A small library to help with the generation of SEO, Open Graph and Twitter Cards HTML meta tags for Phoenix-powered apps.
seo "/some-url" do
description "Some seo-friendly description"
og_type "website"
og_title "Some title"
og_image "/images/some-image.jpg"
og_site_name "example.com"
og_description "Some description"
end
Here are the macros automatically injected, which you can use inside the block supplied
to the seo
macro:
title
description
canonical
og_type
og_title
og_description
og_image
og_site_name
og_url
twitter_card
twitter_site
twitter_title
twitter_description
twitter_url
twitter_image
Add the xeo
package to your list of dependencies in mix.exs
:
def deps do
[
{:xeo, "~> 0.1.0"}
]
end
The typical flow involes (1) using the Xeo
module, (2) invoking the Xeo.seo/2
macro
to define the tags for each page based on its path, and (3) injecting
the MyModule.tags(@conn)
function in the root template, inside the <head>...</head>
tag.
defmodule MyApp.Seo do
use Xeo
# Alternatively, `use Xeo, warn: false, pad: 2`
seo "/awesome" do
description "Some seo-friendly description"
og_type "website"
og_title "Some title"
og_image "/images/some-image.jpg"
og_site_name "example.com"
og_description "Some description"
end
seo "/another-page" ...
end
Update your root.html.heex
:
<html lang="en">
<head>
...
<%= MyApp.Seo.tags(@conn) %>
</head>
</html>
Now let's check if it works:
$ curl localhost:4000/awesome
...
<html>
<meta name="description" content="Some seo-friendly description" />
<meta property="og:type" content="website" />
<meta property="og:title" content="Some title" />
<meta property="og:image" content="/images/some-image.jpg" />
<meta property="og:site_name" content="example.com" />
<meta property="og:description" content="Some description" />
...
In the example above we used the og_title
and og_image
macros to define the open graph tags for our /contact
page.
Do note that the above module will contain a tags/1
function, which accepts
a phoenix connection and returns the tags associated with the page identified
by the connection's path.
When invoking use Xeo
you can supply additional options:
:warn
(boolean) - show compilation time warnings (default true):pad
(integer) - how much whitespace padding to use for html tags (default 4)
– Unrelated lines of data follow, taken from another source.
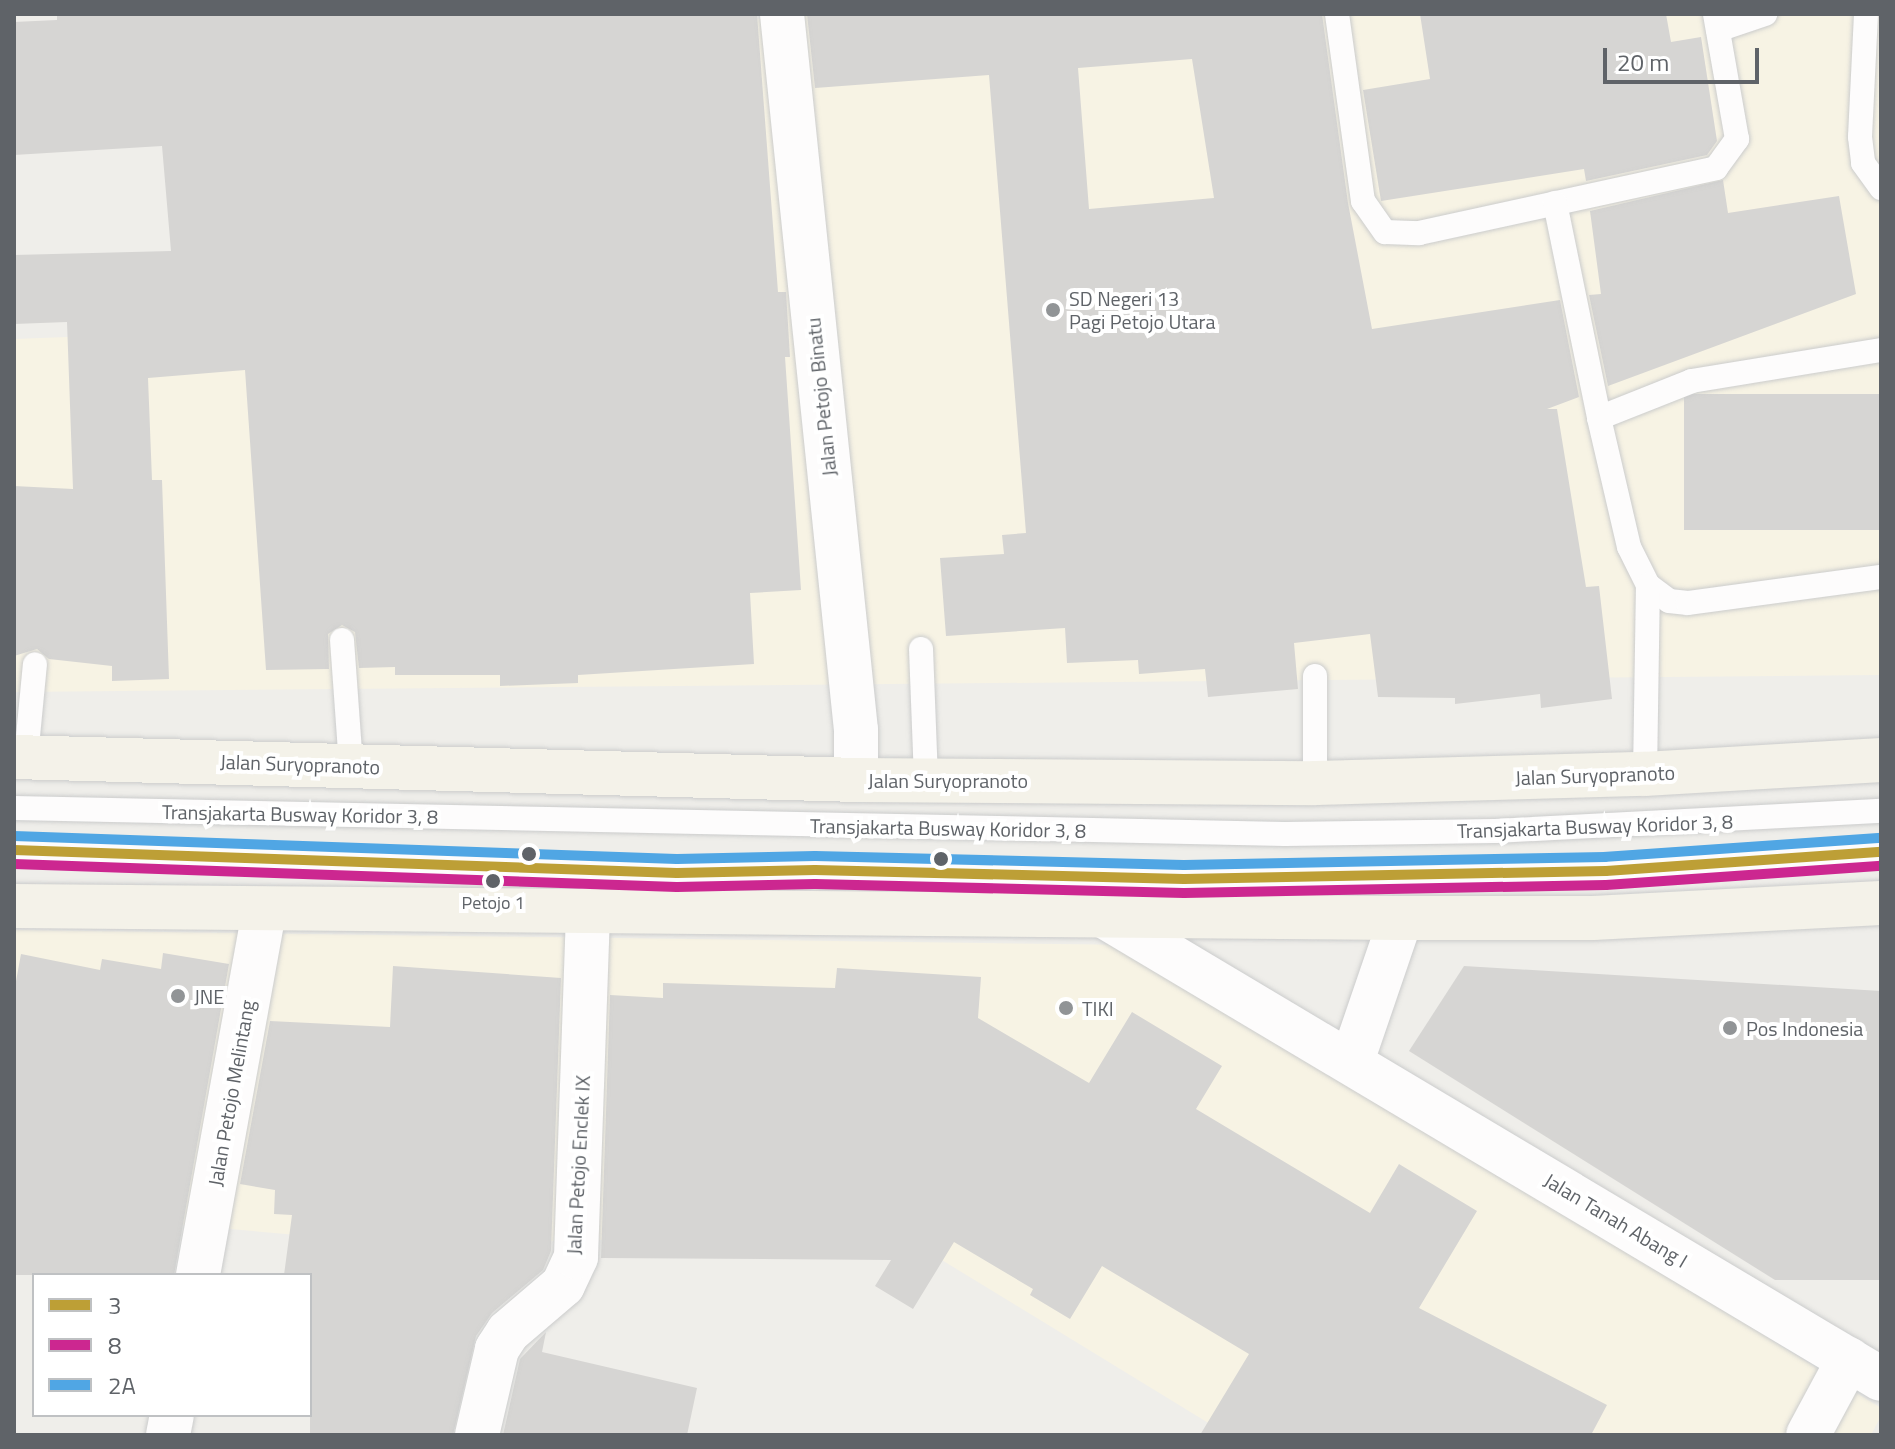 <!DOCTYPE html>
<style>
body{margin:0}
#map{position:relative;width:1895px;height:1449px;overflow:hidden;background:#efeeea;font-family:"Titillium Web",sans-serif}
div>[style]{position:absolute}
[style*='--x']{left:calc(var(--x)*1px);top:calc(var(--y)*1px);width:calc(var(--w)*1px);rotate:calc(var(--a)*1deg)}
.commercial>*{inset:0;background:#f7f3e4}
.building>*{inset:0;background:#d6d5d3;transform-origin:0 0}
.roads{filter:drop-shadow(0 0 2px #cbcccc) drop-shadow(0 0 2px #cbcccc)}
.lane>*{height:24px;margin:-12px;padding:0 12px;transform-origin:12px;border-radius:12px;background:#fdfcfc}
.street>*{height:44px;margin:-22px;padding:0 22px;transform-origin:22px;border-radius:22px;background:#fdfcfc}
.secondary>*{height:44px;margin:-22px;padding:0 22px;transform-origin:22px;border-radius:22px;background:#fdfcfc}
.primary>*{height:44px;margin:-22px;padding:0 22px;transform-origin:22px;border-radius:22px;background:#f4f2e9}
.bus-1>*{height:10px;margin:-5px;padding:0 5px;transform-origin:5px;border-radius:5px;background:#bd9f36}
.bus-2>*{height:10px;margin:-5px;padding:0 5px;transform-origin:5px;border-radius:5px;background:#cc2790}
.bus-3>*{height:10px;margin:-5px;padding:0 5px;transform-origin:5px;border-radius:5px;background:#50a6e4}
.dots>*{width:22px;height:22px;translate:-50% -50%;box-sizing:border-box;border:4px solid #fff;border-radius:50%}
span{translate:-50% -50%;white-space:nowrap;text-align:center;line-height:1.15;-webkit-text-stroke:8px #fff;paint-order:stroke}
.bus-label{font-size:18px;color:#5f6368}
.poi-label{font-size:20px;color:#5f6368}
.left{translate:0 -50%;text-align:left}
.street-label{font-size:20px;color:#5f6368}
.frame{position:absolute;inset:0;border:16px solid #5f6368;pointer-events:none}
.legend{position:absolute;left:32px;top:1273px;width:280px;height:144px;box-sizing:border-box;background:#fff;border:2px solid #bfc1c3;margin:0;padding:10px 14px;list-style:none;font-size:24px;color:#5f6368}
.legend li{display:flex;align-items:center;gap:16px;height:40px}
.legend b{width:40px;border:2px solid #bfc1c3}
.scale{position:absolute;left:1603px;top:48px;width:156px;height:36px;box-sizing:border-box;border:4px solid #5f6368;border-top:0;padding-left:10px;font-size:24px;line-height:28px;white-space:nowrap;color:#5f6368;-webkit-text-stroke:6px #fff;paint-order:stroke}
</style>
<div id="map">
<div class="commercial">
<i style="clip-path:polygon(798px 14px,1881px 14px,1881px 675px,14px 692px,14px 339px,503px 321px,471px 52px)"></i>
<i style="clip-path:polygon(14px 930px,1137px 945px,1881px 1408px,1881px 1416px,1871px 1435px,1228px 1435px,896px 1232px,411px 1245px,14px 1210px)"></i>
</div>
<div class="building">
<i style="clip-path:polygon(57px 14px,757px 14px,778px 292px,786px 292px,787px 308px,790px 357px,785px 357px,801px 590px,750px 593px,754px 664px,578px 675px,578px 683px,500px 686px,500px 675px,395px 675px,395px 667px,359px 668px,355px 632px,342px 625px,328px 634px,329px 669px,266px 670px,245px 370px,148px 378px,152px 480px,162px 480px,169px 679px,112px 681px,112px 666px,49px 659px,37px 649px,14px 656px,14px 486px,73px 489px,67px 322px,14px 324px,14px 255px,171px 251px,162px 146px,14px 155px,14px 22px,57px 20px)"></i>
<i style="clip-path:polygon(evenodd,807px 14px,1322px 14px,1348px 203px,1372px 329px,1560px 300px,1579px 397px,1547px 409px,1557px 409px,1586px 587px,1599px 586px,1612px 699px,1541px 708px,1540px 694px,1455px 704px,1455px 698px,1378px 697px,1370px 634px,1294px 643px,1298px 689px,1208px 697px,1205px 669px,1139px 674px,1138px 660px,1067px 663px,1065px 628px,946px 636px,940px 558px,1004px 554px,1002px 535px,1026px 533px,989px 75px,815px 88px,807px 14px,1192px 59px,1214px 198px,1089px 209px,1078px 68px,1192px 59px)"></i>
<i style="clip-path:polygon(1420px 14px,1666px 14px,1671px 42px,1701px 37px,1717px 141px,1707px 155px,1586px 181px,1584px 169px,1381px 201px,1363px 90px,1430px 79px)"></i>
<i style="clip-path:polygon(1723px 180px,1728px 213px,1839px 196px,1856px 294px,1608px 386px,1589px 295px,1601px 294px,1590px 211px)"></i>
<i style="left:1881px;top:394px;width:136px;height:197px;rotate:90deg"></i>
<i style="clip-path:polygon(163px 953px,229px 964px,174px 1275px,14px 1275px,14px 992px,21px 954px,100px 970px,102px 959px,161px 969px)"></i>
<i style="clip-path:polygon(393px 966px,561px 978px,551px 1251px,543px 1270px,492px 1313px,476px 1336px,453px 1435px,310px 1435px,310px 1275px,284px 1275px,292px 1215px,274px 1214px,275px 1190px,240px 1184px,270px 1021px,390px 1027px)"></i>
<i style="clip-path:polygon(1464px 966px,1881px 991px,1881px 1280px,1775px 1280px,1409px 1051px)"></i>
<i style="clip-path:polygon(837px 968px,981px 977px,978px 1018px,1089px 1083px,1132px 1012px,1222px 1066px,1196px 1109px,1370px 1213px,1399px 1164px,1477px 1211px,1419px 1308px,1607px 1405px,1591px 1435px,1200px 1435px,1249px 1354px,1102px 1266px,1070px 1319px,1030px 1295px,1033px 1289px,954px 1242px,913px 1309px,875px 1286px,891px 1260px,601px 1258px,610px 995px,663px 998px,663px 983px,835px 988px)"></i>
<i style="clip-path:polygon(546px 1332px,542px 1352px,697px 1388px,687px 1435px,503px 1435px,520px 1359px)"></i>
</div>
<div class="roads">
<div class="lane">
<i style="--x:1337;--y:14;--w:189;--a:82.1"></i>
<i style="--x:1363;--y:201;--w:38;--a:55"></i>
<i style="--x:1385;--y:232;--w:34;--a:2"></i>
<i style="--x:1419;--y:233;--w:304;--a:-12.3"></i>
<i style="--x:1716;--y:168;--w:36;--a:-54"></i>
<i style="--x:1737;--y:139;--w:127;--a:-100"></i>
<i style="--x:1866;--y:14;--w:123;--a:92.8"></i>
<i style="--x:1860;--y:137;--w:26;--a:83"></i>
<i style="--x:1863;--y:163;--w:31;--a:54"></i>
<i style="--x:1718;--y:30;--w:50;--a:-18.8"></i>
<i style="--x:1555;--y:203;--w:219;--a:78.4"></i>
<i style="--x:1881;--y:350;--w:192;--a:170.7"></i>
<i style="--x:1692;--y:381;--w:100;--a:158.3"></i>
<i style="--x:1599;--y:418;--w:132;--a:76.9"></i>
<i style="--x:1629;--y:547;--w:42;--a:63.4"></i>
<i style="--x:1648;--y:585;--w:26;--a:37"></i>
<i style="--x:1669;--y:601;--w:19;--a:6"></i>
<i style="--x:1688;--y:603;--w:195;--a:-7.7"></i>
<i style="--x:342;--y:640;--w:125;--a:85.9"></i>
<i style="--x:921;--y:649;--w:131;--a:87.8"></i>
<i style="--x:26;--y:757;--w:93;--a:-84.5"></i>
<i style="--x:1645;--y:774;--w:189;--a:-89.1"></i>
<i style="--x:1315;--y:783;--w:107;--a:-90"></i>
<i style="--x:14;--y:808;--w:1271;--a:1.17"></i>
<i style="--x:1285;--y:834;--w:210;--a:-0.8"></i>
<i style="--x:1495;--y:831;--w:387;--a:-3"></i>
<i style="--x:14;--y:850;--w:663;--a:1.99"></i>
<i style="--x:677;--y:873;--w:138;--a:-1.2"></i>
<i style="--x:815;--y:870;--w:369;--a:1.4"></i>
<i style="--x:1184;--y:879;--w:422;--a:-1.1"></i>
<i style="--x:1606;--y:871;--w:276;--a:-4"></i>
</div>
<div class="street">
<i style="--x:782;--y:14;--w:720;--a:84.1"></i>
<i style="--x:856;--y:730;--w:50;--a:90"></i>
<i style="--x:198;--y:1275;--w:370;--a:-79.7"></i>
<i style="--x:168;--y:1435;--w:20;--a:-79"></i>
<i style="--x:477;--y:1435;--w:88;--a:-76.9"></i>
<i style="--x:497;--y:1349;--w:20;--a:-57"></i>
<i style="--x:508;--y:1332;--w:72;--a:-40.5"></i>
<i style="--x:563;--y:1285;--w:31;--a:-65"></i>
<i style="--x:576;--y:1257;--w:348;--a:-88"></i>
<i style="--x:1808;--y:1435;--w:86;--a:-61.7"></i>
</div>
<div class="secondary">
<i style="--x:1104;--y:916;--w:904;--a:30.79"></i>
<i style="--x:1352;--y:1061;--w:151;--a:-71.1"></i>
</div>
<div class="primary">
<i style="--x:14;--y:757;--w:842;--a:1.56"></i>
<i style="--x:856;--y:780;--w:459;--a:0.4"></i>
<i style="--x:1315;--y:783;--w:330;--a:-1.6"></i>
<i style="--x:1645;--y:774;--w:236;--a:-3.4"></i>
<i style="--x:14;--y:906;--w:1387;--a:0.5"></i>
<i style="--x:1401;--y:918;--w:192;--a:0"></i>
<i style="--x:1593;--y:918;--w:288;--a:-3"></i>
</div>
</div>
<div class="bus-1">
<i style="--x:14;--y:850;--w:663;--a:1.99"></i>
<i style="--x:677;--y:873;--w:138;--a:-1.2"></i>
<i style="--x:815;--y:870;--w:369;--a:1.4"></i>
<i style="--x:1184;--y:879;--w:422;--a:-1.1"></i>
<i style="--x:1606;--y:871;--w:276;--a:-4"></i>
</div>
<div class="bus-2">
<i style="--x:14;--y:864;--w:663;--a:1.99"></i>
<i style="--x:677;--y:887;--w:138;--a:-1.2"></i>
<i style="--x:815;--y:884;--w:369;--a:1.4"></i>
<i style="--x:1184;--y:893;--w:422;--a:-1.1"></i>
<i style="--x:1606;--y:885;--w:276;--a:-4"></i>
</div>
<div class="bus-3">
<i style="--x:14;--y:836;--w:663;--a:1.99"></i>
<i style="--x:677;--y:859;--w:138;--a:-1.2"></i>
<i style="--x:815;--y:856;--w:369;--a:1.4"></i>
<i style="--x:1184;--y:865;--w:421;--a:-1.1"></i>
<i style="--x:1605;--y:857;--w:276;--a:-4"></i>
</div>
<div class="dots">
<i style="left:1053px;top:310px;background:#919496"></i>
<i style="left:529px;top:854px;background:#5f6368"></i>
<i style="left:941px;top:859px;background:#5f6368"></i>
<i style="left:493px;top:881px;background:#5f6368"></i>
<i style="left:178px;top:996px;background:#919496"></i>
<i style="left:1066px;top:1008px;background:#919496"></i>
<i style="left:1730px;top:1028px;background:#919496"></i>
</div>
<div class="bus-label">
<span style="left:493px;top:903px">Petojo 1</span>
</div>
<div class="poi-label">
<span class="left" style="left:1069px;top:310px">SD Negeri 13<br>Pagi Petojo Utara</span>
<span class="left" style="left:194px;top:996px">JNE</span>
<span class="left" style="left:1082px;top:1008px">TIKI</span>
<span class="left" style="left:1746px;top:1028px">Pos Indonesia</span>
</div>
<div class="street-label">
<span style="left:821px;top:397px;rotate:-96deg">Jalan Petojo Binatu</span>
<span style="left:300px;top:764px;rotate:2deg">Jalan Suryopranoto</span>
<span style="left:1595px;top:775px;rotate:-2deg">Jalan Suryopranoto</span>
<span style="left:948px;top:780px">Jalan Suryopranoto</span>
<span style="left:300px;top:814px;rotate:1deg">Transjakarta Busway Koridor 3, 8</span>
<span style="left:1595px;top:826px;rotate:-2deg">Transjakarta Busway Koridor 3, 8</span>
<span style="left:948px;top:828px;rotate:1deg">Transjakarta Busway Koridor 3, 8</span>
<span style="left:231px;top:1093px;rotate:-80deg">Jalan Petojo Melintang</span>
<span style="left:578px;top:1165px;rotate:-87deg">Jalan Petojo Enclek IX</span>
<span style="left:1616px;top:1220px;rotate:31deg">Jalan Tanah Abang I</span>
</div>
<div class="frame"></div>
<ul class="legend">
<li><b style="height:10px;background:#bd9f36"></b>3</li>
<li><b style="height:10px;background:#cc2790"></b>8</li>
<li><b style="height:10px;background:#50a6e4"></b>2A</li>
</ul>
<div class="scale">20 m</div>
</div>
For elegant formatting when using the supplied macros,
you can import :xeo
in your project's formatter file:
# .formatter.exs
[
...
import_deps: [:xeo],
...
]
- Xeo does not work with dynamic paths, e.g
/resources/:id
, only with static paths which are known at compile time.
Xeo is open source under the MIT license. See LICENSE for more details.